Entries taken from a collection
▬▬▬▬▬▬▬▬▬▬

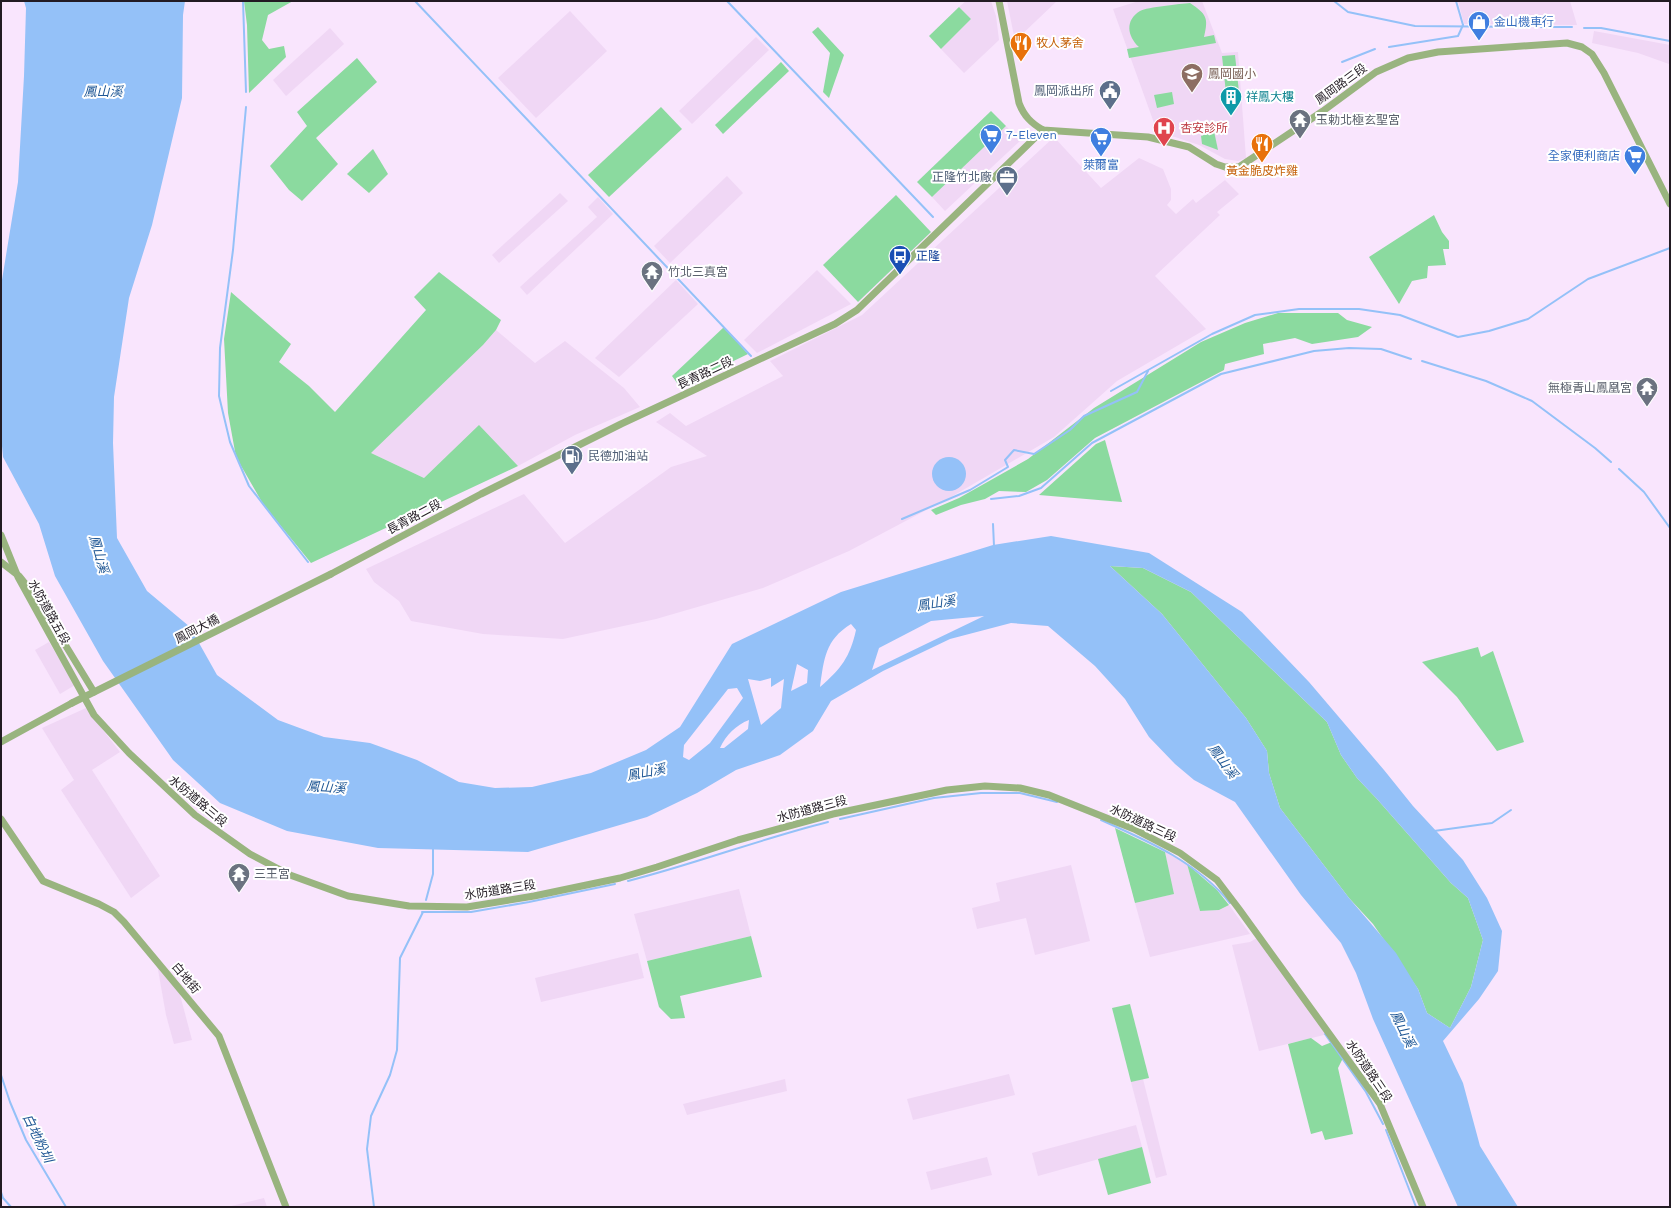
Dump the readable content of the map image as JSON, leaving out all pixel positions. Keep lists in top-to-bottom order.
{
  "streets": {
    "street": [
      "鳳岡路三段",
      "長青路二段",
      "水防道路五段",
      "鳳岡大橋",
      "水防道路三段",
      "白地街"
    ]
  },
  "crossings": [
    ["鳳岡路三段", "長青路二段"],
    ["長青路二段", "鳳岡大橋"],
    ["水防道路五段", "水防道路三段"]
  ],
  "water": ["鳳山溪", "白地粉圳"],
  "places": {
    "shop": ["金山機車行"],
    "restaurant": ["牧人茅舍", "黃金脆皮炸雞"],
    "school or university": ["鳳岡國小"],
    "public building": ["鳳岡派出所"],
    "building": ["祥鳳大樓"],
    "temple": [
      "玉勅北極玄聖宮",
      "竹北三真宮",
      "無極青山鳳凰宮",
      "三王宮"
    ],
    "hospital": ["杏安診所"],
    "supermarket": ["7-Eleven", "萊爾富", "全家便利商店"],
    "office": ["正隆竹北廠"],
    "bus stop": ["正隆"],
    "fuel station": ["民德加油站"]
  }
}
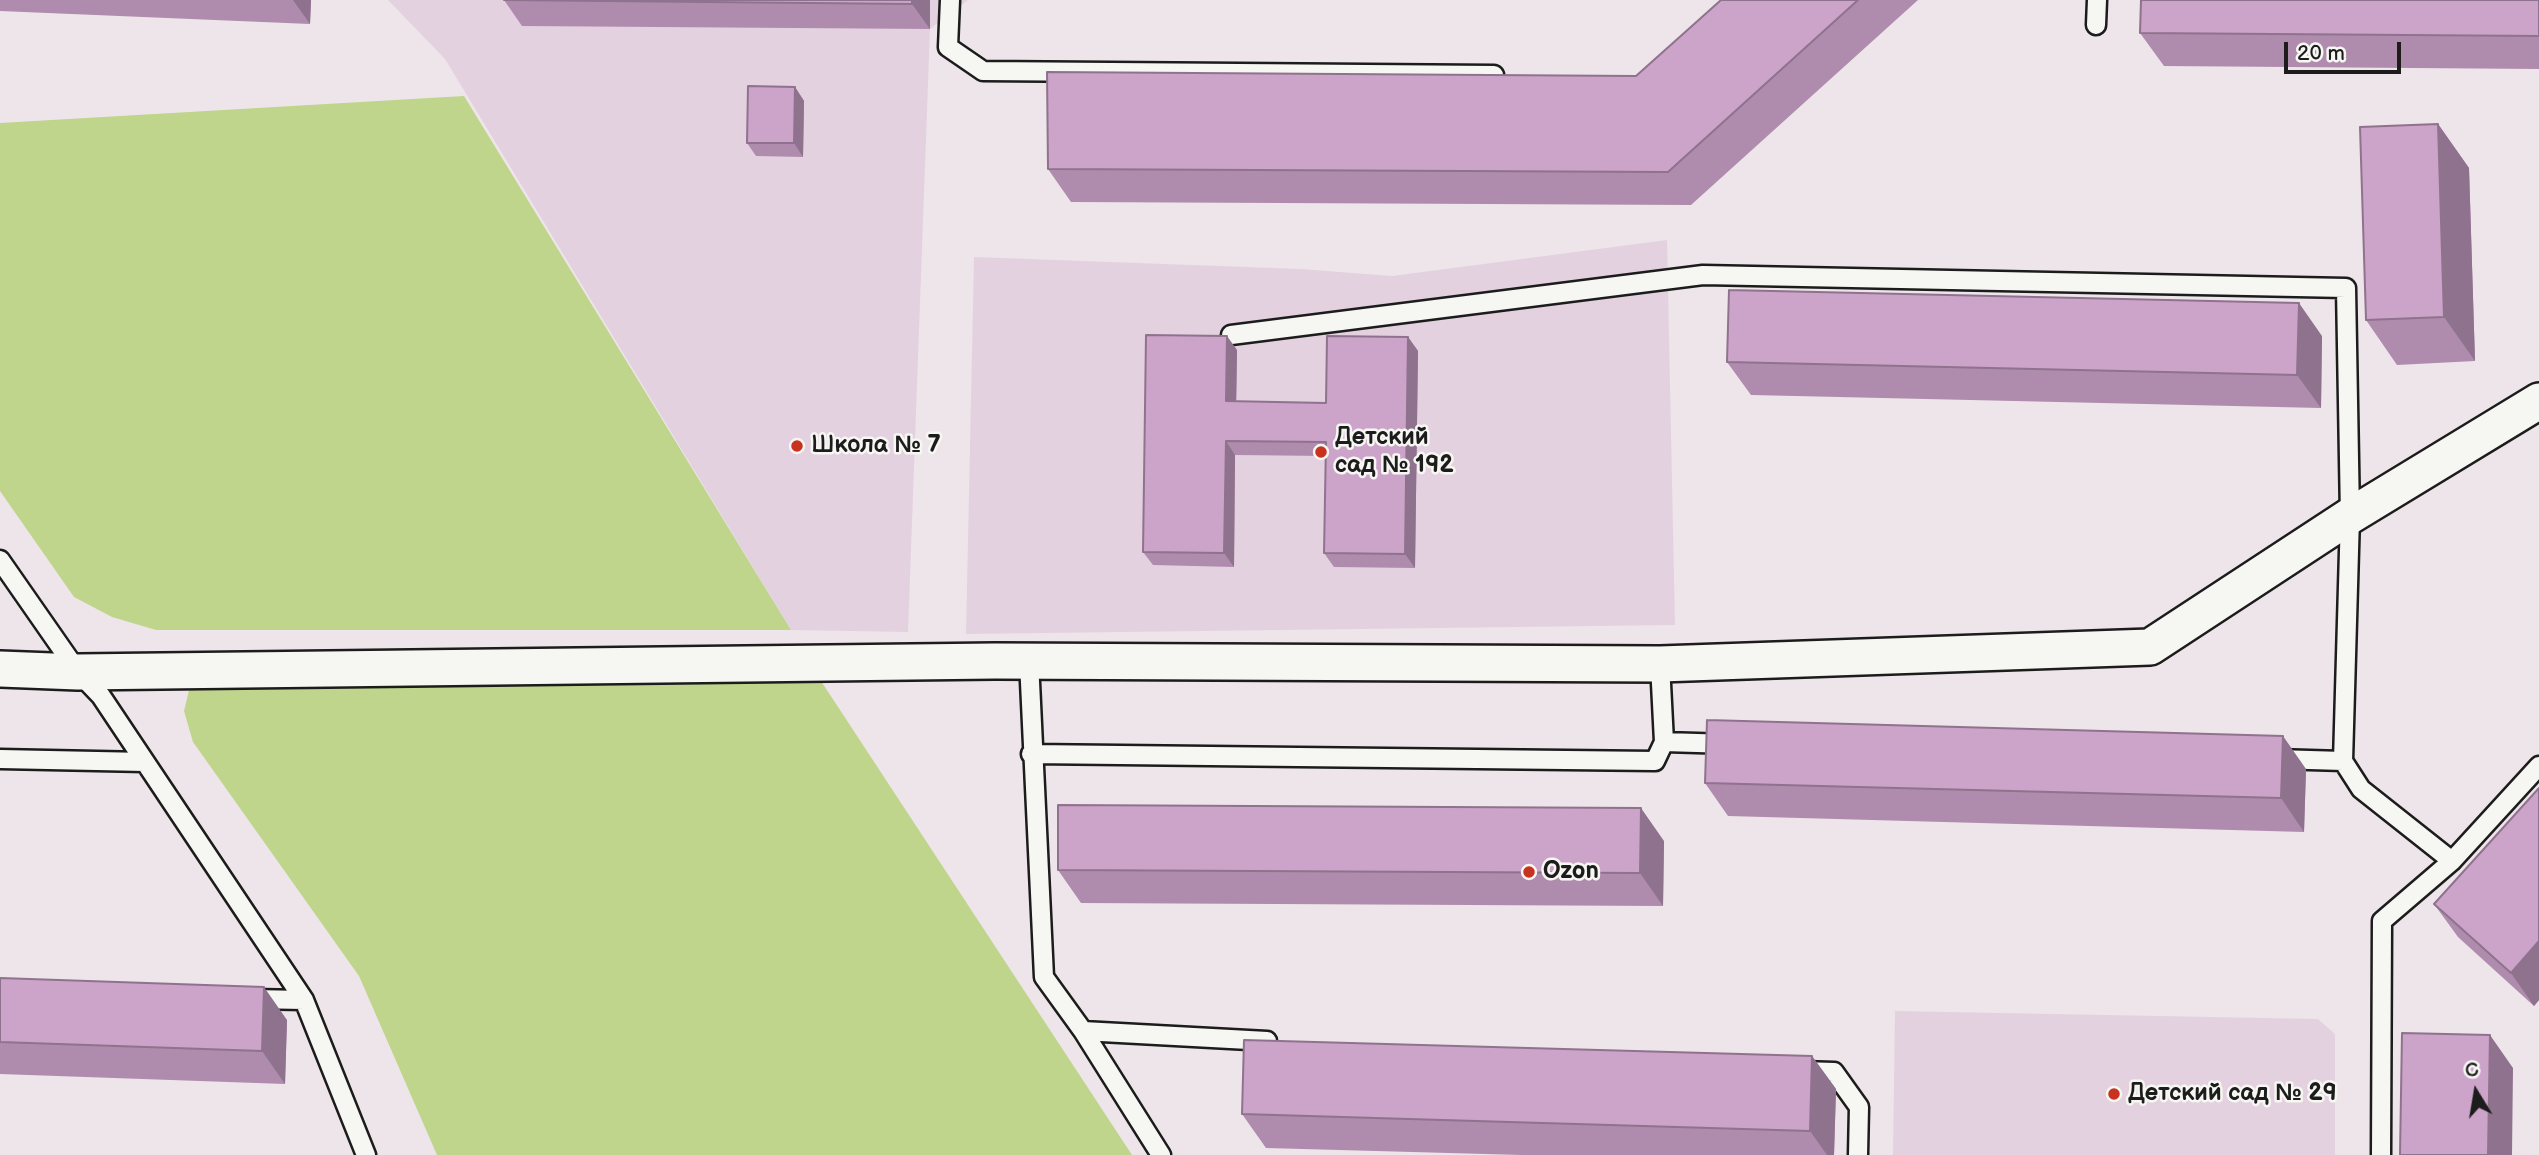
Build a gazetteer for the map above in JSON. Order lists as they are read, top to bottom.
{
  "places": [
    "Школа № 7",
    "Детский сад № 192",
    "Ozon",
    "Детский сад № 29"
  ],
  "scale_bar": "20 m",
  "north": "top"
}
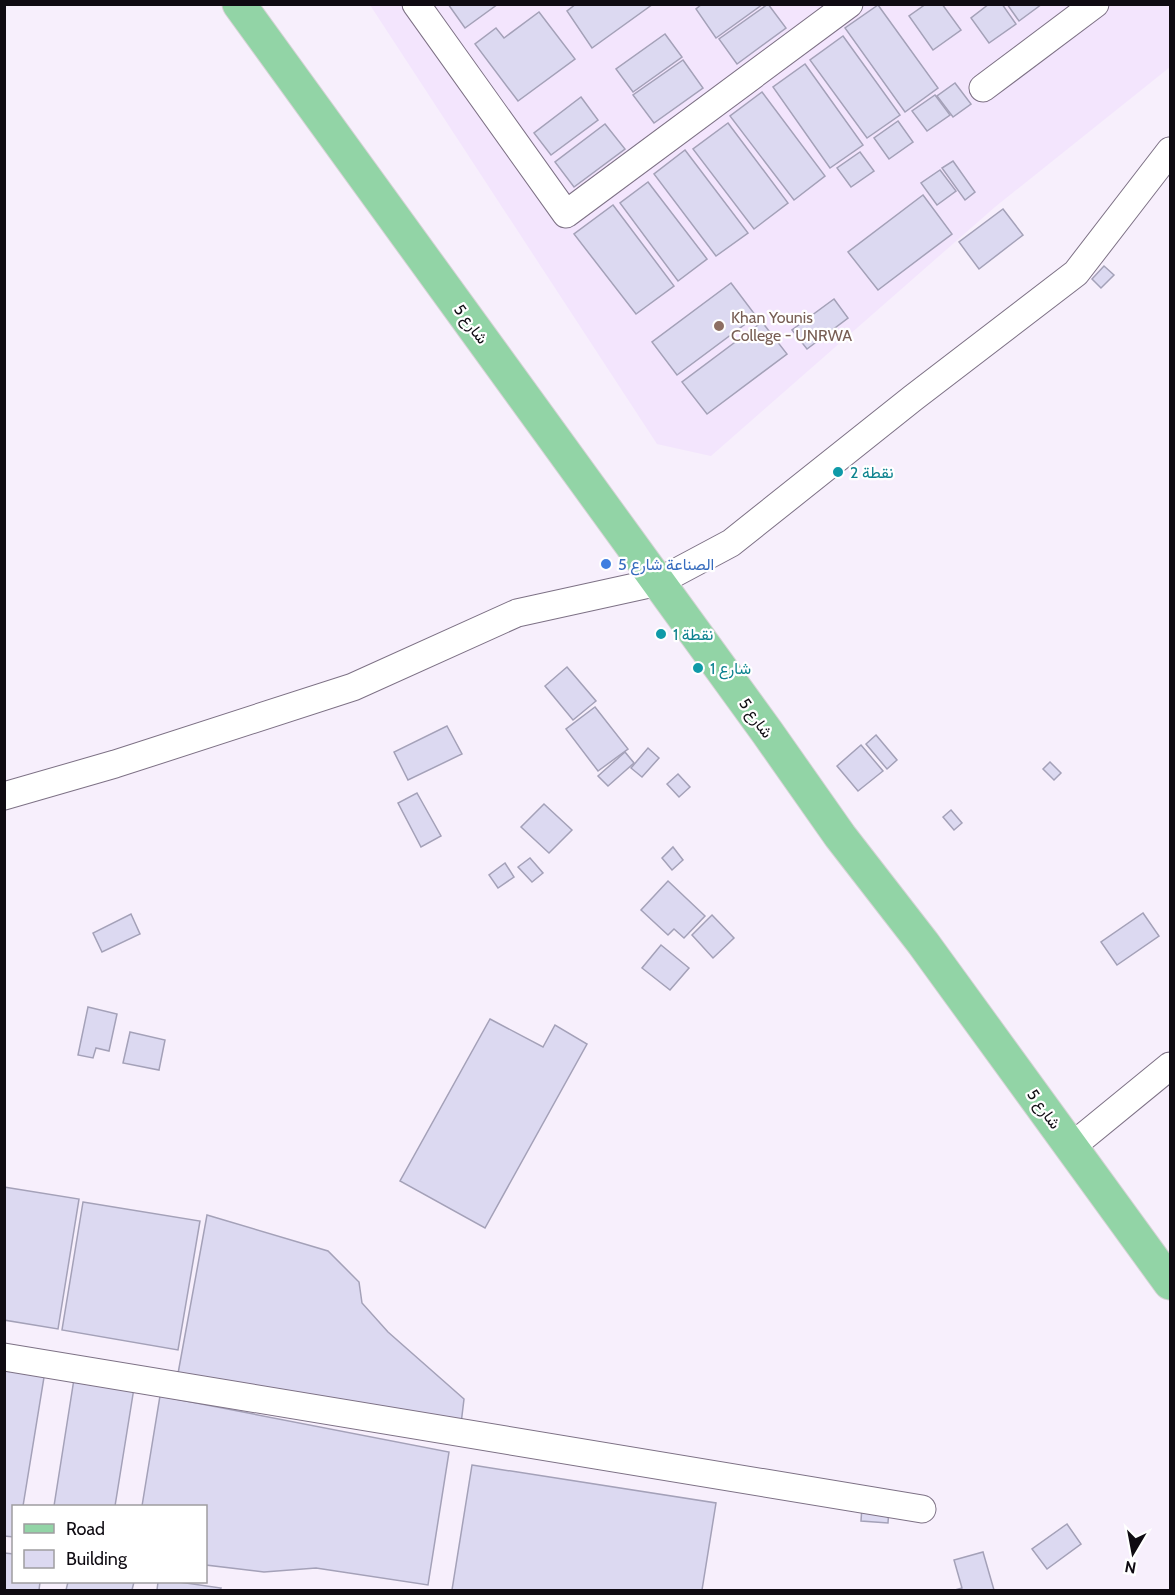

▬▬▬▬▬▬▬▬▬▬

§ **Problem**
A faithful copy of all the records is required, with the pictures left out.

§ **Reply to the task**
Dump the readable content of the map image as JSON, leaving out all pixel positions. Keep lists in top-to-bottom order.
{
  "streets": {
    "street": [
      "鳳岡路三段",
      "長青路二段",
      "水防道路五段",
      "鳳岡大橋",
      "水防道路三段",
      "白地街"
    ]
  },
  "crossings": [
    ["鳳岡路三段", "長青路二段"],
    ["長青路二段", "鳳岡大橋"],
    ["水防道路五段", "水防道路三段"]
  ],
  "water": ["鳳山溪", "白地粉圳"],
  "places": {
    "shop": ["金山機車行"],
    "restaurant": ["牧人茅舍", "黃金脆皮炸雞"],
    "school or university": ["鳳岡國小"],
    "public building": ["鳳岡派出所"],
    "building": ["祥鳳大樓"],
    "temple": [
      "玉勅北極玄聖宮",
      "竹北三真宮",
      "無極青山鳳凰宮",
      "三王宮"
    ],
    "hospital": ["杏安診所"],
    "supermarket": ["7-Eleven", "萊爾富", "全家便利商店"],
    "office": ["正隆竹北廠"],
    "bus stop": ["正隆"],
    "fuel station": ["民德加油站"]
  }
}
Build a gazetteer for the map above in JSON. Order lists as they are read, top to bottom.
{
  "places": [
    "Школа № 7",
    "Детский сад № 192",
    "Ozon",
    "Детский сад № 29"
  ],
  "scale_bar": "20 m",
  "north": "top"
}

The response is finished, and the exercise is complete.